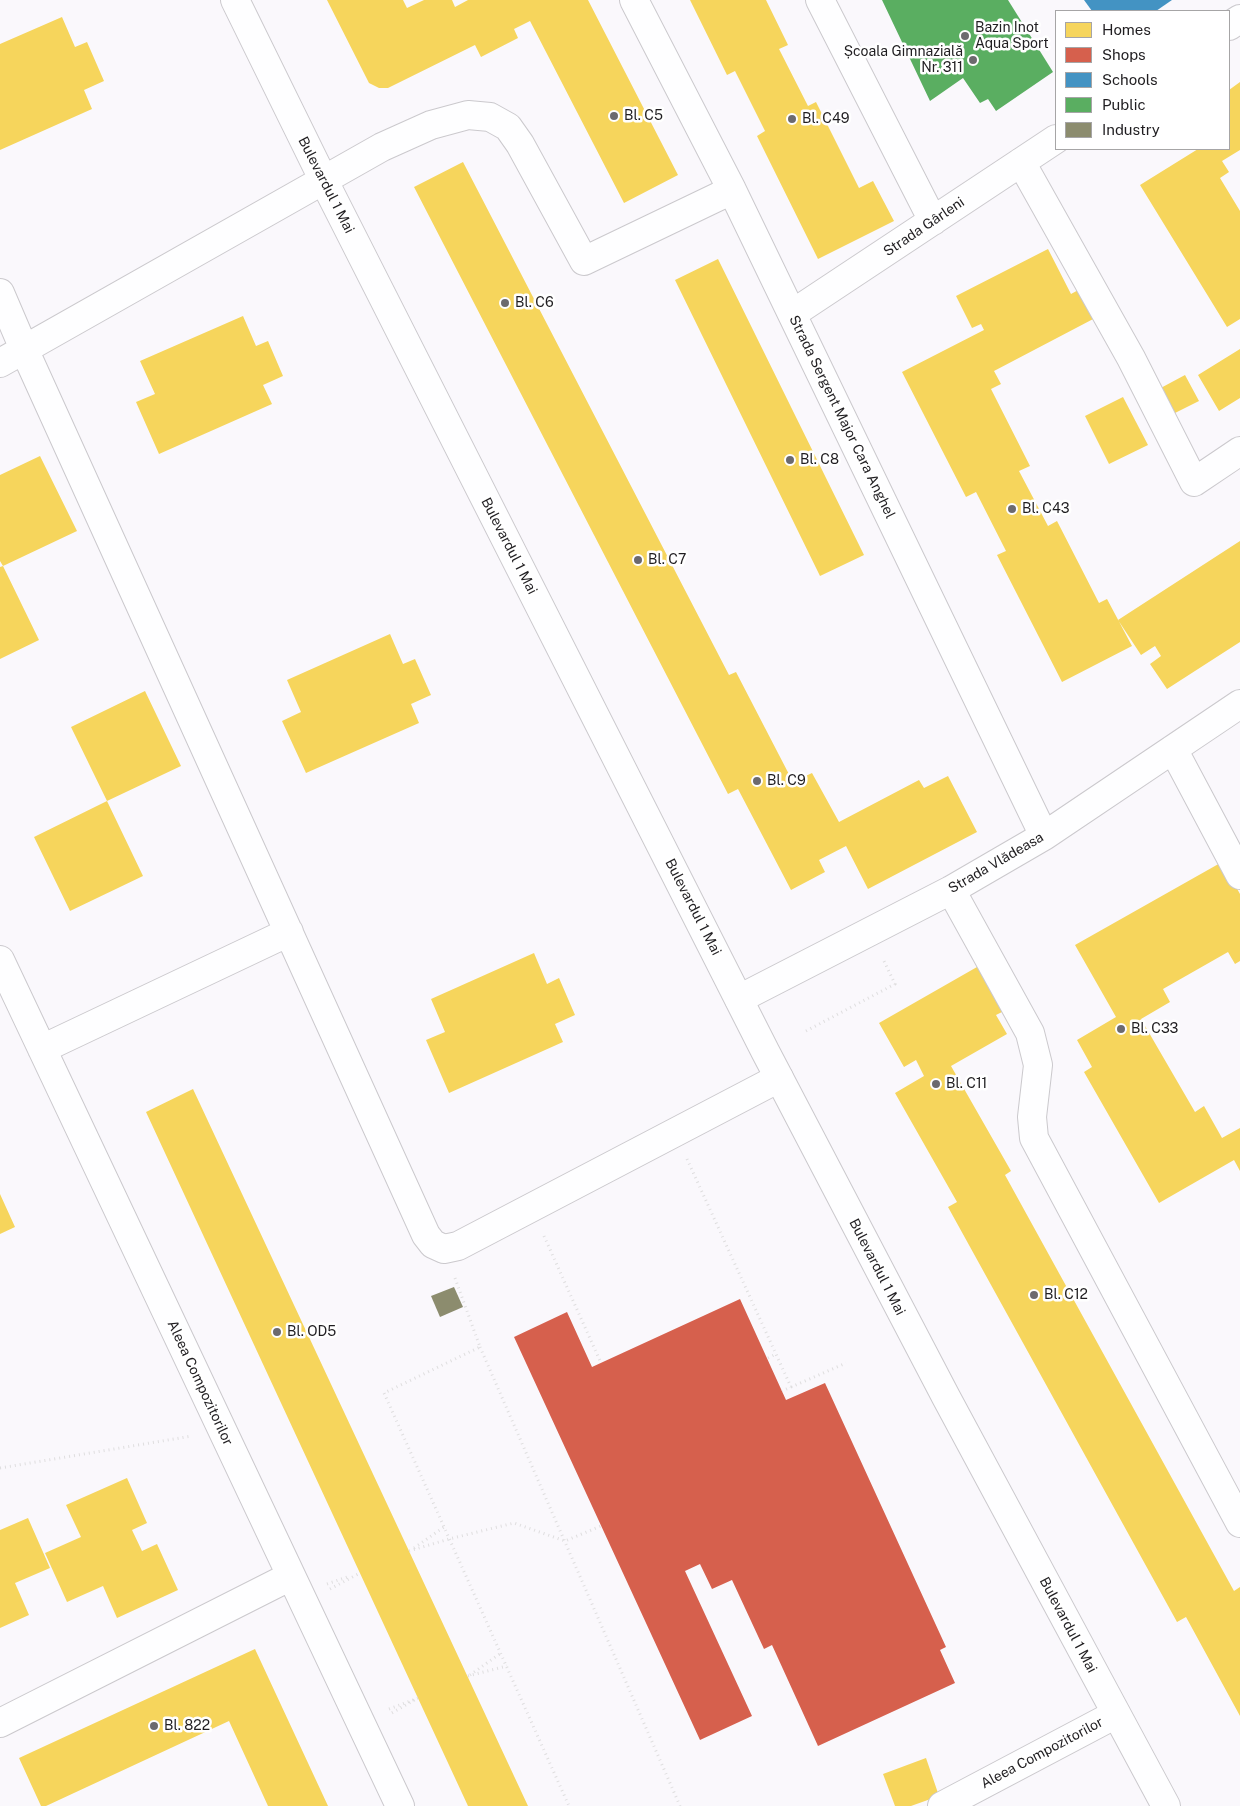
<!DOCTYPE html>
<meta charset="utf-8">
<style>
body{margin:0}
#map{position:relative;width:1240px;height:1806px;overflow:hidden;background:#faf8fc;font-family:"Public Sans",sans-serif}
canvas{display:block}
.legend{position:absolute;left:1055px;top:10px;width:175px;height:140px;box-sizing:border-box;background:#fff;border:1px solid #a6a5a6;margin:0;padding:6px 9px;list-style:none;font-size:15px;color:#201e21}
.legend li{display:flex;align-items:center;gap:10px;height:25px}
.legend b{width:25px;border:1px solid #a6a5a6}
</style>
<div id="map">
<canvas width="1240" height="1806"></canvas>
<ul class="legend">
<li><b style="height:14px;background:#f6d55c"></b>Homes</li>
<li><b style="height:14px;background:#d6604d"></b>Shops</li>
<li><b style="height:14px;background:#4393c3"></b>Schools</li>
<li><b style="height:14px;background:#5aae61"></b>Public</li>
<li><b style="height:14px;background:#8c8c6e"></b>Industry</li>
</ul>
</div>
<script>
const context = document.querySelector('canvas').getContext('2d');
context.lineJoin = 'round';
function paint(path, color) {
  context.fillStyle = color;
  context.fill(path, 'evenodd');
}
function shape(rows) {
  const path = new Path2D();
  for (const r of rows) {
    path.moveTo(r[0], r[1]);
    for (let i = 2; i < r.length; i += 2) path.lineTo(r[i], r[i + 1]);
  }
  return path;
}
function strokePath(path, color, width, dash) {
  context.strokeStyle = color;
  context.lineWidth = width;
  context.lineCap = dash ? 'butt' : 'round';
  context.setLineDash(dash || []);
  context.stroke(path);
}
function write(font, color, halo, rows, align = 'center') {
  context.font = font + ' "Public Sans",sans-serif';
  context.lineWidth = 5;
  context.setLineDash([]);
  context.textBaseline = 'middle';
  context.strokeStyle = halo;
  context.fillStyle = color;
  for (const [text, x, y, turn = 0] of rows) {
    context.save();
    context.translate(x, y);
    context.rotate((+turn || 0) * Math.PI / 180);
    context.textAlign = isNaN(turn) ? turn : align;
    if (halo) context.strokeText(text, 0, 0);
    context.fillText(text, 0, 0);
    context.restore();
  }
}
paint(shape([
 [327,0,403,0,407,8,424,0,452,0,455,7,468,0,588,0,678,175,624,203,530,21,514,29,518,38,481,57,475,45,388,88,379,88,369,83],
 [690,0,766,0,788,45,779,49,808,106,816,102,859,188,873,181,894,221,818,259,757,136,765,131,735,71,727,75],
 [62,17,75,47,87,42,104,81,84,90,92,109,0,150,0,44],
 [1240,82,1240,150,1222,161,1229,172,1220,178,1240,211,1240,319,1227,327,1140,185,1198,149,1229,149,1229,90],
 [463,162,729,675,736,672,793,782,812,773,839,822,919,780,924,788,948,776,977,832,868,889,846,846,819,860,825,872,791,890,738,789,728,794,414,187],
 [1048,249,1071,294,1082,288,1097,317,994,371,1001,384,991,389,1030,466,1019,471,1048,526,1057,521,1099,603,1107,599,1132,646,1062,682,997,555,1006,551,976,492,966,497,902,372,984,330,981,324,972,328,956,296],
 [718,259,864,555,820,576,675,280],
 [243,316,256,346,268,341,283,376,263,385,272,404,159,454,136,402,155,394,140,361],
 [1240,349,1240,398,1219,411,1198,375],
 [1185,375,1199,401,1171,415,1157,390],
 [1123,397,1148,445,1109,464,1085,416],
 [40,456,77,531,3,566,39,640,0,659,0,567,3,566,0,561,0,475],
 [1240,541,1240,642,1167,689,1150,664,1161,656,1155,646,1141,655,1118,620],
 [390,634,403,664,415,659,431,695,411,704,419,723,306,773,282,721,301,712,287,680],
 [145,691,181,766,107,801,71,727],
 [107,801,143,876,70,911,34,837],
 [1222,862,1240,894,1240,961,1235,964,1228,952,1163,989,1170,1002,1141,1019,1195,1112,1204,1106,1222,1138,1240,1128,1240,1171,1234,1160,1159,1203,1084,1072,1092,1067,1077,1040,1116,1017,1075,945],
 [534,953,547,984,559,978,575,1015,555,1024,563,1042,449,1093,426,1040,445,1032,431,999],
 [984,963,1010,1008,996,1015,1007,1034,951,1066,1011,1171,1005,1175,1234,1591,1240,1587,1240,1716,1186,1617,1177,1622,948,1207,957,1202,895,1093,924,1076,916,1060,904,1067,879,1023],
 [193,1089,409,1551,528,1806,468,1806,146,1112],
 [0,1194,15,1227,0,1234],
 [127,1478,147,1523,132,1530,142,1551,157,1544,178,1590,117,1618,103,1586,67,1602,45,1553,81,1537,66,1505],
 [28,1518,50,1568,15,1583,29,1615,0,1628,0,1530],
 [255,1649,328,1806,268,1806,229,1721,46,1806,41,1806,19,1758],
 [926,1758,939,1796,911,1806,895,1806,883,1774]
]), '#f6d55c');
paint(shape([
 [740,1299,786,1400,825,1383,946,1647,940,1650,955,1683,818,1746,772,1645,764,1649,732,1580,712,1589,700,1564,685,1571,752,1716,700,1740,514,1337,567,1312,592,1367]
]), '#d6604d');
paint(shape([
 [1084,0,1172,0,1156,11,1092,11]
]), '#4393c3');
paint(shape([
 [882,0,1008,0,1053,72,996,111,988,99,980,103,963,78,930,101]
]), '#5aae61');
paint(shape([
 [454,1287,463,1307,440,1317,431,1296]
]), '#8c8c6e');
const minor = shape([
 [634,0,732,190,1044,836],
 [820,0,933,221],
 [1229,26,1240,19],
 [1021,162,1131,358,1194,482,1240,451],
 [0,293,24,349,426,1235,433,1244,444,1249,458,1246,779,1078],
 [792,314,1056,139],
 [0,363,382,147,431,125,468,115,490,117,508,127,520,144,584,261,732,190],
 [1173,749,1240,875],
 [951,890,1030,1033,1038,1065,1032,1117,1034,1138,1240,1523],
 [0,960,400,1806],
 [739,999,951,890,1044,836,1240,704],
 [42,1049,289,932],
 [0,1723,291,1576],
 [942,1806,1116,1714]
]);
const major = shape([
 [235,0,323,179,765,1051,946,1397,1166,1806]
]);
strokePath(minor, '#cbc9cd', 30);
strokePath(major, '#cbc9cd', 30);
strokePath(shape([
 [806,1031,895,984,883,959],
 [687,1159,791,1387,782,1391],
 [544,1236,601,1363],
 [455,1278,480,1347,384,1393,569,1806],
 [480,1347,680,1806],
 [768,1358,776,1354],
 [791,1387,846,1363],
 [0,1468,192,1436],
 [414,1548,444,1527],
 [409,1551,449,1539,514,1523,565,1541,601,1526],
 [327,1584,347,1577],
 [330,1589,360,1573],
 [470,1675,501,1653],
 [468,1676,507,1666],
 [389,1709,418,1698,390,1714]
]), '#dfdedf', 3, [1, 4]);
strokePath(minor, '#fefeff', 28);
strokePath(major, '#fefeff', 28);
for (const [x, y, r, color] of [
 [965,36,5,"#6c6a6e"],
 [973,60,5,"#6c6a6e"],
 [614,116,5,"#6c6a6e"],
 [792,119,5,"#6c6a6e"],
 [505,303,5,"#6c6a6e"],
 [790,460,5,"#6c6a6e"],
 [1012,509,5,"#6c6a6e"],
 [638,560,5,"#6c6a6e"],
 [757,781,5,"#6c6a6e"],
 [1121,1029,5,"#6c6a6e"],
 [936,1084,5,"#6c6a6e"],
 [1034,1295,5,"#6c6a6e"],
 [277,1332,5,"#6c6a6e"],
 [154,1726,5,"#6c6a6e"]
]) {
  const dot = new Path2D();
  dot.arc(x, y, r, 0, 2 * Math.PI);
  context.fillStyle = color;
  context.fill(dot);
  strokePath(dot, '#fff', 2);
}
write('14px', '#201e21', '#fff', [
 ["Bazin Inot",975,28],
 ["Aqua Sport",975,44],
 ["Școala Gimnazială",963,52,"right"],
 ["Nr. 311",963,68,"right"],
 ["Bl. C5",624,116],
 ["Bl. C49",802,119],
 ["Bl. C6",515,303],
 ["Bl. C8",800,460],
 ["Bl. C43",1022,509],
 ["Bl. C7",648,560],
 ["Bl. C9",767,781],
 ["Bl. C33",1131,1029],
 ["Bl. C11",946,1084],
 ["Bl. C12",1044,1295],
 ["Bl. OD5",287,1332],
 ["Bl. 822",164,1726]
], 'left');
write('14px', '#201e21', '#fff', [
 ["Bulevardul 1 Mai",326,185,63],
 ["Strada Gârleni",924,227,-34],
 ["Strada Sergent Major Cara Anghel",842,417,64],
 ["Bulevardul 1 Mai",509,546,63],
 ["Strada Vlădeasa",996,863,-30],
 ["Bulevardul 1 Mai",693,907,63],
 ["Bulevardul 1 Mai",877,1267,63],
 ["Aleea Compozitorilor",200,1383,65],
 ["Bulevardul 1 Mai",1068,1625,62],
 ["Aleea Compozitorilor",1042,1753,-28]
]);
</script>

* [Action item]
Where a line of the entries contains the word "setLineDash", count it, then state the total and nothing else.

* [Task solution]
2